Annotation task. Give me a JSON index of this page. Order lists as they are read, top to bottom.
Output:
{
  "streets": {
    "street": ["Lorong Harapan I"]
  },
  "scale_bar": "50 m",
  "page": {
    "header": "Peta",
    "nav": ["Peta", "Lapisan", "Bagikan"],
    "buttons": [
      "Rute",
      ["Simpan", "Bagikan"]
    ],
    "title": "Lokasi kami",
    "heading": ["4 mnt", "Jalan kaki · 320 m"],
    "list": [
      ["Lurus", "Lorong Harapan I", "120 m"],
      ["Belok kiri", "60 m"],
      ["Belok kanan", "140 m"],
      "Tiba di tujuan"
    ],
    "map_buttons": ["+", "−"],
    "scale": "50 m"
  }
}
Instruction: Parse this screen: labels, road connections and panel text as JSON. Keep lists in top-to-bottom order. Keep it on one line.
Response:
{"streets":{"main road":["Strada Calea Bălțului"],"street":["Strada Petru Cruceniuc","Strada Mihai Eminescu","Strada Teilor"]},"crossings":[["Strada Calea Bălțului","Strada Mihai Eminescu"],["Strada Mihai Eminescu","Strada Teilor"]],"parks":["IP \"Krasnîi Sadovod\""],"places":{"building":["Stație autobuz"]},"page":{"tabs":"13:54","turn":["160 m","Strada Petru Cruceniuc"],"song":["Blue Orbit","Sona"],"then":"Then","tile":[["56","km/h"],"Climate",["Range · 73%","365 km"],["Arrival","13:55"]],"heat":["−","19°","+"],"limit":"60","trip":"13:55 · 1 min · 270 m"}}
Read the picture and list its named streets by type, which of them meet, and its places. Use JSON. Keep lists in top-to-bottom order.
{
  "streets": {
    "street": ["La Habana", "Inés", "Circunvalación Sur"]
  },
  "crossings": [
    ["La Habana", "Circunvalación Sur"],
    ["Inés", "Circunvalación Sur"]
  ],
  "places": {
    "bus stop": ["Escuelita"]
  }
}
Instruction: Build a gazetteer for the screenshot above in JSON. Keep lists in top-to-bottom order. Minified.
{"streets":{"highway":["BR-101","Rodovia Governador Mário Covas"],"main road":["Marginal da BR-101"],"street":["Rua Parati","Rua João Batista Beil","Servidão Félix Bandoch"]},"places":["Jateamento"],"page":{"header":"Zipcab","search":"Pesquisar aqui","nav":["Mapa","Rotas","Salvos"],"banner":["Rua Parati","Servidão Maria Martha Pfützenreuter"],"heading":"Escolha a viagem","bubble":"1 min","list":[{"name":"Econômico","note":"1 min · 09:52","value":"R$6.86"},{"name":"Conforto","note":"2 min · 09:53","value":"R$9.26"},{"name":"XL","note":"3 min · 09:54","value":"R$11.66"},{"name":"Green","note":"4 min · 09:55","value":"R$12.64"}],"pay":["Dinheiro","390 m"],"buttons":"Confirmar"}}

▸ What the task requires
Every line of the listing is to be returned exactly as given.

▸ Expected answer
Annotation task. Give me a JSON index of this page. Order lists as they are read, top to bottom.
Output:
{
  "streets": {
    "street": ["Lorong Harapan I"]
  },
  "scale_bar": "50 m",
  "page": {
    "header": "Peta",
    "nav": ["Peta", "Lapisan", "Bagikan"],
    "buttons": [
      "Rute",
      ["Simpan", "Bagikan"]
    ],
    "title": "Lokasi kami",
    "heading": ["4 mnt", "Jalan kaki · 320 m"],
    "list": [
      ["Lurus", "Lorong Harapan I", "120 m"],
      ["Belok kiri", "60 m"],
      ["Belok kanan", "140 m"],
      "Tiba di tujuan"
    ],
    "map_buttons": ["+", "−"],
    "scale": "50 m"
  }
}
Instruction: Parse this screen: labels, road connections and panel text as JSON. Keep lists in top-to-bottom order. Keep it on one line.
Response:
{"streets":{"main road":["Strada Calea Bălțului"],"street":["Strada Petru Cruceniuc","Strada Mihai Eminescu","Strada Teilor"]},"crossings":[["Strada Calea Bălțului","Strada Mihai Eminescu"],["Strada Mihai Eminescu","Strada Teilor"]],"parks":["IP \"Krasnîi Sadovod\""],"places":{"building":["Stație autobuz"]},"page":{"tabs":"13:54","turn":["160 m","Strada Petru Cruceniuc"],"song":["Blue Orbit","Sona"],"then":"Then","tile":[["56","km/h"],"Climate",["Range · 73%","365 km"],["Arrival","13:55"]],"heat":["−","19°","+"],"limit":"60","trip":"13:55 · 1 min · 270 m"}}
Read the picture and list its named streets by type, which of them meet, and its places. Use JSON. Keep lists in top-to-bottom order.
{
  "streets": {
    "street": ["La Habana", "Inés", "Circunvalación Sur"]
  },
  "crossings": [
    ["La Habana", "Circunvalación Sur"],
    ["Inés", "Circunvalación Sur"]
  ],
  "places": {
    "bus stop": ["Escuelita"]
  }
}
Instruction: Build a gazetteer for the screenshot above in JSON. Keep lists in top-to-bottom order. Minified.
{"streets":{"highway":["BR-101","Rodovia Governador Mário Covas"],"main road":["Marginal da BR-101"],"street":["Rua Parati","Rua João Batista Beil","Servidão Félix Bandoch"]},"places":["Jateamento"],"page":{"header":"Zipcab","search":"Pesquisar aqui","nav":["Mapa","Rotas","Salvos"],"banner":["Rua Parati","Servidão Maria Martha Pfützenreuter"],"heading":"Escolha a viagem","bubble":"1 min","list":[{"name":"Econômico","note":"1 min · 09:52","value":"R$6.86"},{"name":"Conforto","note":"2 min · 09:53","value":"R$9.26"},{"name":"XL","note":"3 min · 09:54","value":"R$11.66"},{"name":"Green","note":"4 min · 09:55","value":"R$12.64"}],"pay":["Dinheiro","390 m"],"buttons":"Confirmar"}}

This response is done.